The April marriage ruling hasn’t enticed Jean and George Huffey’s two gay children to move back to Iowa from Wisconsin and Indiana, as the two parents had hoped.

Not many same-sex couples have relocated here in the two short months since the Iowa Supreme Court ruled on April 3 that both gay and straight couples have equal rights to marriage, anecdotal evidence suggests.

“It’s going to take time,” said Des Moines real estate agent Mindi McCoy, who had two same-sex clients from New York City look at properties, then decide against purchasing. “We’re still in kind of this honeymoon stage, no pun intended.”

Gay culture is sharply in focus this weekend as thousands gather to celebrate at the Capital City PrideFest in Des Moines. The Des Moines Register interviewed dozens of gays and lesbians to identify early trends since the first marriages took place April 27, including the effects on the ease of coming out of the closet, family relationships, religion, business, politics and the underground gay sex scene.

The changes in Iowa since the ruling are subtle but powerful to the individuals affected, according to both advocates and opponents.

Same-sex married couples who live here said they are already experiencing firsthand how Iowa law still treats them differently from opposite-sex couples.

Of the hundreds of same-sex Iowa couples who are now married – no state agency tracks the number of same-sex unions – some said they feel less guarded about holding hands or sharing a kiss in certain public settings.

“At your job, you don’t feel like you can’t have a picture of you and your partner up,” said Des Moines resident Justin De Vries.

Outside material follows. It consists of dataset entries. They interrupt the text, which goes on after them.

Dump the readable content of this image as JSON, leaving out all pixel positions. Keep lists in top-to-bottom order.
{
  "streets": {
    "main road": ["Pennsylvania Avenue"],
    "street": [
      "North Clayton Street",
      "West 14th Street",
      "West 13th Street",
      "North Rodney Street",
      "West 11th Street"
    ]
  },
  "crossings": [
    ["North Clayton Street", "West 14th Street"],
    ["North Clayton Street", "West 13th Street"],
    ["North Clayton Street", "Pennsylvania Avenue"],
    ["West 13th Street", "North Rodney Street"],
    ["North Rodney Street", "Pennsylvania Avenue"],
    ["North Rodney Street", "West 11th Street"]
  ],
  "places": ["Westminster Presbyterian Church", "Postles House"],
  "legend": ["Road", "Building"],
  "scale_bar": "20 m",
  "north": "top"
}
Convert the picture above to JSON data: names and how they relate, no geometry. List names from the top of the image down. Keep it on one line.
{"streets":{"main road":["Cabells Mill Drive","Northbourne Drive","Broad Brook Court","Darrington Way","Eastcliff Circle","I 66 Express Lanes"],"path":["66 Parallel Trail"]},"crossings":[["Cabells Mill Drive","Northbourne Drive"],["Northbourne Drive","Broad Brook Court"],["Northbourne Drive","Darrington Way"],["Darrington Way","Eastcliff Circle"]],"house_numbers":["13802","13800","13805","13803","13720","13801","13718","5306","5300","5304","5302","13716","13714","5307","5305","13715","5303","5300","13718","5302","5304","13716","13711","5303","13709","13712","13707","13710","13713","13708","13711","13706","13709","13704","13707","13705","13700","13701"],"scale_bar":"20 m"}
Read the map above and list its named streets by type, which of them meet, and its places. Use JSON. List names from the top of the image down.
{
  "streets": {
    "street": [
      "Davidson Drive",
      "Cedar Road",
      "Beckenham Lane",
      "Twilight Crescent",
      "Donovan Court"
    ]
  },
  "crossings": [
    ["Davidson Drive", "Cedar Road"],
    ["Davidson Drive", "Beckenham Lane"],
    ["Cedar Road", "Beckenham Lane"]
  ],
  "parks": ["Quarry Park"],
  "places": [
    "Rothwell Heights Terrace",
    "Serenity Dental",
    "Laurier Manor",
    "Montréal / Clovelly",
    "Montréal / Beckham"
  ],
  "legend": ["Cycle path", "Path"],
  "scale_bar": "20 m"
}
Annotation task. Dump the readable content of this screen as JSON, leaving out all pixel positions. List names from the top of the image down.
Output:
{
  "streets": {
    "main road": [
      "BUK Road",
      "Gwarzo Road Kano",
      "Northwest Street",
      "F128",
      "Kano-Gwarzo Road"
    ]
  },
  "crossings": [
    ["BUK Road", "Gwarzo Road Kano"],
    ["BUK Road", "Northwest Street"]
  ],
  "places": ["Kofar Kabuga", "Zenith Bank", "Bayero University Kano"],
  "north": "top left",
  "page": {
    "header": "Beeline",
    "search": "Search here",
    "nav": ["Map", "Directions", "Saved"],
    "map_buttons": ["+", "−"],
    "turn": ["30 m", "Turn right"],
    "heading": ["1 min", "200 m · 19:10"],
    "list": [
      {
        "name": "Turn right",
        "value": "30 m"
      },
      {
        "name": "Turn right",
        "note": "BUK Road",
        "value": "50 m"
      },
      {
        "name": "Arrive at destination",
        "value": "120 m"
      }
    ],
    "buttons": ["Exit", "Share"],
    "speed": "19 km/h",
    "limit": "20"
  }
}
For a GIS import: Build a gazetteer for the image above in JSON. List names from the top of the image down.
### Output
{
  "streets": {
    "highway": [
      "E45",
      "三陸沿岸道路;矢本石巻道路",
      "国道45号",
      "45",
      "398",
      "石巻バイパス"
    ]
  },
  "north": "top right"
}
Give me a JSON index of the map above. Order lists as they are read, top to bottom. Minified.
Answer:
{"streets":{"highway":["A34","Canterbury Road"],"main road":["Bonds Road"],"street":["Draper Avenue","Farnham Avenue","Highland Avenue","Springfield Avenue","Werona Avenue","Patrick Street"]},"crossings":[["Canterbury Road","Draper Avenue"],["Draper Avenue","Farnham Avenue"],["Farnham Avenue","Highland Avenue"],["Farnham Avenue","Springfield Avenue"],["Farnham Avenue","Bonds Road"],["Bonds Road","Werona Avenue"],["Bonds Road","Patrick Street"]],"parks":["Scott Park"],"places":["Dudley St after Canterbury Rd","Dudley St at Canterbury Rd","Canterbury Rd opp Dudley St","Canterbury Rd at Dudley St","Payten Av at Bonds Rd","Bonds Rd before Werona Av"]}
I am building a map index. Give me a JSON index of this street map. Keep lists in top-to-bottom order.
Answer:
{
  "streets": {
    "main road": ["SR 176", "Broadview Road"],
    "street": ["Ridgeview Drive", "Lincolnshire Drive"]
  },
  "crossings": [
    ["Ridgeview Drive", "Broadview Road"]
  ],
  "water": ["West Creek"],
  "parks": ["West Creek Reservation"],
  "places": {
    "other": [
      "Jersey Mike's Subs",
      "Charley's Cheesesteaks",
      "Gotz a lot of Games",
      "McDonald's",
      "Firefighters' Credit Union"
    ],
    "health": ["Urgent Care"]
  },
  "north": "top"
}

Marriage seems to have been embraced mainly by same-sex couples with a history together: five years, a decade, 20 years or more. Some faith leaders have committed acts of quiet rebellion to marry them, even as their churches remain locked in debate over same-sex weddings.

“People are taking this as a very serious issue,” said Sharon Malheiro, a Des Moines lawyer. Couples are asking: ” ‘If we get married, what will the impact be? What are our obligations to each other?’ They’re not being nonchalant about it.”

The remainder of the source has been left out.